Action item
What you return should match every entry, character for character.

(Collected data entries)
####

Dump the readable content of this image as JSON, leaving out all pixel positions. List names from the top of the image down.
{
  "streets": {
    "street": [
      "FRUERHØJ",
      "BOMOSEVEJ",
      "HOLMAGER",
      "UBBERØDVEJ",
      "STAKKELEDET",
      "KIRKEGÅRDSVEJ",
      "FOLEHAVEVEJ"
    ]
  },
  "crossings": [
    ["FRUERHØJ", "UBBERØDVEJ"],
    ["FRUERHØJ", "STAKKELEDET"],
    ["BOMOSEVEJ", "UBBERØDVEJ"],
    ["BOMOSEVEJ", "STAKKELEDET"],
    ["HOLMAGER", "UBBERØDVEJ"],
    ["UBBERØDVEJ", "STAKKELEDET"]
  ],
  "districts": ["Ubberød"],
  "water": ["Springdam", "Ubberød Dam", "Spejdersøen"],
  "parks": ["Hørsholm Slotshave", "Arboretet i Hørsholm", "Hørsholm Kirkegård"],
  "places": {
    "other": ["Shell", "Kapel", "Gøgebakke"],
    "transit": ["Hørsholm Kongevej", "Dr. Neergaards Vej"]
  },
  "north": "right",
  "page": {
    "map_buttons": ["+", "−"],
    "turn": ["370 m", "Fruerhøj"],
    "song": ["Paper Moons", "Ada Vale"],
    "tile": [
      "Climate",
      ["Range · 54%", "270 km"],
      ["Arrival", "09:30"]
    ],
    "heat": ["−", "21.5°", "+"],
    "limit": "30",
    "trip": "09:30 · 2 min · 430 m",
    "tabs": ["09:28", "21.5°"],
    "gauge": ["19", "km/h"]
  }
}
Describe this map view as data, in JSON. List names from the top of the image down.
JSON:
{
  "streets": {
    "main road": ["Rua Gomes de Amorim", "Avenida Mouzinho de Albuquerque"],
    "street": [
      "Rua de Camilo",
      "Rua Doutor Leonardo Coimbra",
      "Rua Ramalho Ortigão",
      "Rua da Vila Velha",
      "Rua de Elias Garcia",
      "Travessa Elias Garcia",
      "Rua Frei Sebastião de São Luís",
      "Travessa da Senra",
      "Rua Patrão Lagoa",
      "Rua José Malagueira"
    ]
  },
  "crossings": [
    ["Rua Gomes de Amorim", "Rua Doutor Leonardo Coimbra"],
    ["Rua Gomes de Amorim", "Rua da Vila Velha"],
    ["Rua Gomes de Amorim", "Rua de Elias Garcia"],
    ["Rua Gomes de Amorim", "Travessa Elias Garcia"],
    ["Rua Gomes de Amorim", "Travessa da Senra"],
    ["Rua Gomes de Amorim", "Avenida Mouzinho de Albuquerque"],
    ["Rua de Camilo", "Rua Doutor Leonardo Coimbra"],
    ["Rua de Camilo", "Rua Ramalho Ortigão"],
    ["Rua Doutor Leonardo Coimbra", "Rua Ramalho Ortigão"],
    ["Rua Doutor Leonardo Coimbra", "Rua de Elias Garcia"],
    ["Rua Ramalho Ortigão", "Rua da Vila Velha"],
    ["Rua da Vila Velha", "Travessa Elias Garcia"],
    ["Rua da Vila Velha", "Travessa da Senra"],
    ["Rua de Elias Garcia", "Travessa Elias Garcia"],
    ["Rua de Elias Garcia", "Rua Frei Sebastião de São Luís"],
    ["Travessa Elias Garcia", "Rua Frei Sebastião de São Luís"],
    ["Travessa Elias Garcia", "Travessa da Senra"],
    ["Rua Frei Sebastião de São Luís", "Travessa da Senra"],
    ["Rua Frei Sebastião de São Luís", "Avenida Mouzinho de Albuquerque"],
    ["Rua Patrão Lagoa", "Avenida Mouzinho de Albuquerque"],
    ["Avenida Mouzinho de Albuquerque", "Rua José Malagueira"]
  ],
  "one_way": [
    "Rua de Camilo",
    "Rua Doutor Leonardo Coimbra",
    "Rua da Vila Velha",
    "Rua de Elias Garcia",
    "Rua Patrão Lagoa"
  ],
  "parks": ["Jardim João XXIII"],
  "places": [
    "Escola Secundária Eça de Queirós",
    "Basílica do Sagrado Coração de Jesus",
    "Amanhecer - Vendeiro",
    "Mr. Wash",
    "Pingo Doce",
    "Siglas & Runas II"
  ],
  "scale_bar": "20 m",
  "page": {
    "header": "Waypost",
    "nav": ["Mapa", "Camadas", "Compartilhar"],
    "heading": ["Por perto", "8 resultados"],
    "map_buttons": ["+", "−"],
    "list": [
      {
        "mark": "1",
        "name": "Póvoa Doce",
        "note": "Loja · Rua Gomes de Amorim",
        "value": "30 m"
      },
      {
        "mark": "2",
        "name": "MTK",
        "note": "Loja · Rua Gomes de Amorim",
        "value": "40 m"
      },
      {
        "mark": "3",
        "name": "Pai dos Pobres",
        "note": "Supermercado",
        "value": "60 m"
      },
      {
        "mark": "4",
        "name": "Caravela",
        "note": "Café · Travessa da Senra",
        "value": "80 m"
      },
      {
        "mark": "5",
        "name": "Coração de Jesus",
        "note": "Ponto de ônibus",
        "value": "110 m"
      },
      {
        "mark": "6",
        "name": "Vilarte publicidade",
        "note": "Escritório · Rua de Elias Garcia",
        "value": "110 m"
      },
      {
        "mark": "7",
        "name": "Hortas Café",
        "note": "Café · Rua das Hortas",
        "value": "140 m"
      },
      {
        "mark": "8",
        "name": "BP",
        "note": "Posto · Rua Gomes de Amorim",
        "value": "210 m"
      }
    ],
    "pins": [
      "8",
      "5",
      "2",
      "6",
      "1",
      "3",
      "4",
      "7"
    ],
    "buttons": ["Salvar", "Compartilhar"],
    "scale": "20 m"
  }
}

####

Solution to this exercise
Dump the readable content of this image as JSON, leaving out all pixel positions. List names from the top of the image down.
{
  "streets": {
    "street": [
      "FRUERHØJ",
      "BOMOSEVEJ",
      "HOLMAGER",
      "UBBERØDVEJ",
      "STAKKELEDET",
      "KIRKEGÅRDSVEJ",
      "FOLEHAVEVEJ"
    ]
  },
  "crossings": [
    ["FRUERHØJ", "UBBERØDVEJ"],
    ["FRUERHØJ", "STAKKELEDET"],
    ["BOMOSEVEJ", "UBBERØDVEJ"],
    ["BOMOSEVEJ", "STAKKELEDET"],
    ["HOLMAGER", "UBBERØDVEJ"],
    ["UBBERØDVEJ", "STAKKELEDET"]
  ],
  "districts": ["Ubberød"],
  "water": ["Springdam", "Ubberød Dam", "Spejdersøen"],
  "parks": ["Hørsholm Slotshave", "Arboretet i Hørsholm", "Hørsholm Kirkegård"],
  "places": {
    "other": ["Shell", "Kapel", "Gøgebakke"],
    "transit": ["Hørsholm Kongevej", "Dr. Neergaards Vej"]
  },
  "north": "right",
  "page": {
    "map_buttons": ["+", "−"],
    "turn": ["370 m", "Fruerhøj"],
    "song": ["Paper Moons", "Ada Vale"],
    "tile": [
      "Climate",
      ["Range · 54%", "270 km"],
      ["Arrival", "09:30"]
    ],
    "heat": ["−", "21.5°", "+"],
    "limit": "30",
    "trip": "09:30 · 2 min · 430 m",
    "tabs": ["09:28", "21.5°"],
    "gauge": ["19", "km/h"]
  }
}
Describe this map view as data, in JSON. List names from the top of the image down.
JSON:
{
  "streets": {
    "main road": ["Rua Gomes de Amorim", "Avenida Mouzinho de Albuquerque"],
    "street": [
      "Rua de Camilo",
      "Rua Doutor Leonardo Coimbra",
      "Rua Ramalho Ortigão",
      "Rua da Vila Velha",
      "Rua de Elias Garcia",
      "Travessa Elias Garcia",
      "Rua Frei Sebastião de São Luís",
      "Travessa da Senra",
      "Rua Patrão Lagoa",
      "Rua José Malagueira"
    ]
  },
  "crossings": [
    ["Rua Gomes de Amorim", "Rua Doutor Leonardo Coimbra"],
    ["Rua Gomes de Amorim", "Rua da Vila Velha"],
    ["Rua Gomes de Amorim", "Rua de Elias Garcia"],
    ["Rua Gomes de Amorim", "Travessa Elias Garcia"],
    ["Rua Gomes de Amorim", "Travessa da Senra"],
    ["Rua Gomes de Amorim", "Avenida Mouzinho de Albuquerque"],
    ["Rua de Camilo", "Rua Doutor Leonardo Coimbra"],
    ["Rua de Camilo", "Rua Ramalho Ortigão"],
    ["Rua Doutor Leonardo Coimbra", "Rua Ramalho Ortigão"],
    ["Rua Doutor Leonardo Coimbra", "Rua de Elias Garcia"],
    ["Rua Ramalho Ortigão", "Rua da Vila Velha"],
    ["Rua da Vila Velha", "Travessa Elias Garcia"],
    ["Rua da Vila Velha", "Travessa da Senra"],
    ["Rua de Elias Garcia", "Travessa Elias Garcia"],
    ["Rua de Elias Garcia", "Rua Frei Sebastião de São Luís"],
    ["Travessa Elias Garcia", "Rua Frei Sebastião de São Luís"],
    ["Travessa Elias Garcia", "Travessa da Senra"],
    ["Rua Frei Sebastião de São Luís", "Travessa da Senra"],
    ["Rua Frei Sebastião de São Luís", "Avenida Mouzinho de Albuquerque"],
    ["Rua Patrão Lagoa", "Avenida Mouzinho de Albuquerque"],
    ["Avenida Mouzinho de Albuquerque", "Rua José Malagueira"]
  ],
  "one_way": [
    "Rua de Camilo",
    "Rua Doutor Leonardo Coimbra",
    "Rua da Vila Velha",
    "Rua de Elias Garcia",
    "Rua Patrão Lagoa"
  ],
  "parks": ["Jardim João XXIII"],
  "places": [
    "Escola Secundária Eça de Queirós",
    "Basílica do Sagrado Coração de Jesus",
    "Amanhecer - Vendeiro",
    "Mr. Wash",
    "Pingo Doce",
    "Siglas & Runas II"
  ],
  "scale_bar": "20 m",
  "page": {
    "header": "Waypost",
    "nav": ["Mapa", "Camadas", "Compartilhar"],
    "heading": ["Por perto", "8 resultados"],
    "map_buttons": ["+", "−"],
    "list": [
      {
        "mark": "1",
        "name": "Póvoa Doce",
        "note": "Loja · Rua Gomes de Amorim",
        "value": "30 m"
      },
      {
        "mark": "2",
        "name": "MTK",
        "note": "Loja · Rua Gomes de Amorim",
        "value": "40 m"
      },
      {
        "mark": "3",
        "name": "Pai dos Pobres",
        "note": "Supermercado",
        "value": "60 m"
      },
      {
        "mark": "4",
        "name": "Caravela",
        "note": "Café · Travessa da Senra",
        "value": "80 m"
      },
      {
        "mark": "5",
        "name": "Coração de Jesus",
        "note": "Ponto de ônibus",
        "value": "110 m"
      },
      {
        "mark": "6",
        "name": "Vilarte publicidade",
        "note": "Escritório · Rua de Elias Garcia",
        "value": "110 m"
      },
      {
        "mark": "7",
        "name": "Hortas Café",
        "note": "Café · Rua das Hortas",
        "value": "140 m"
      },
      {
        "mark": "8",
        "name": "BP",
        "note": "Posto · Rua Gomes de Amorim",
        "value": "210 m"
      }
    ],
    "pins": [
      "8",
      "5",
      "2",
      "6",
      "1",
      "3",
      "4",
      "7"
    ],
    "buttons": ["Salvar", "Compartilhar"],
    "scale": "20 m"
  }
}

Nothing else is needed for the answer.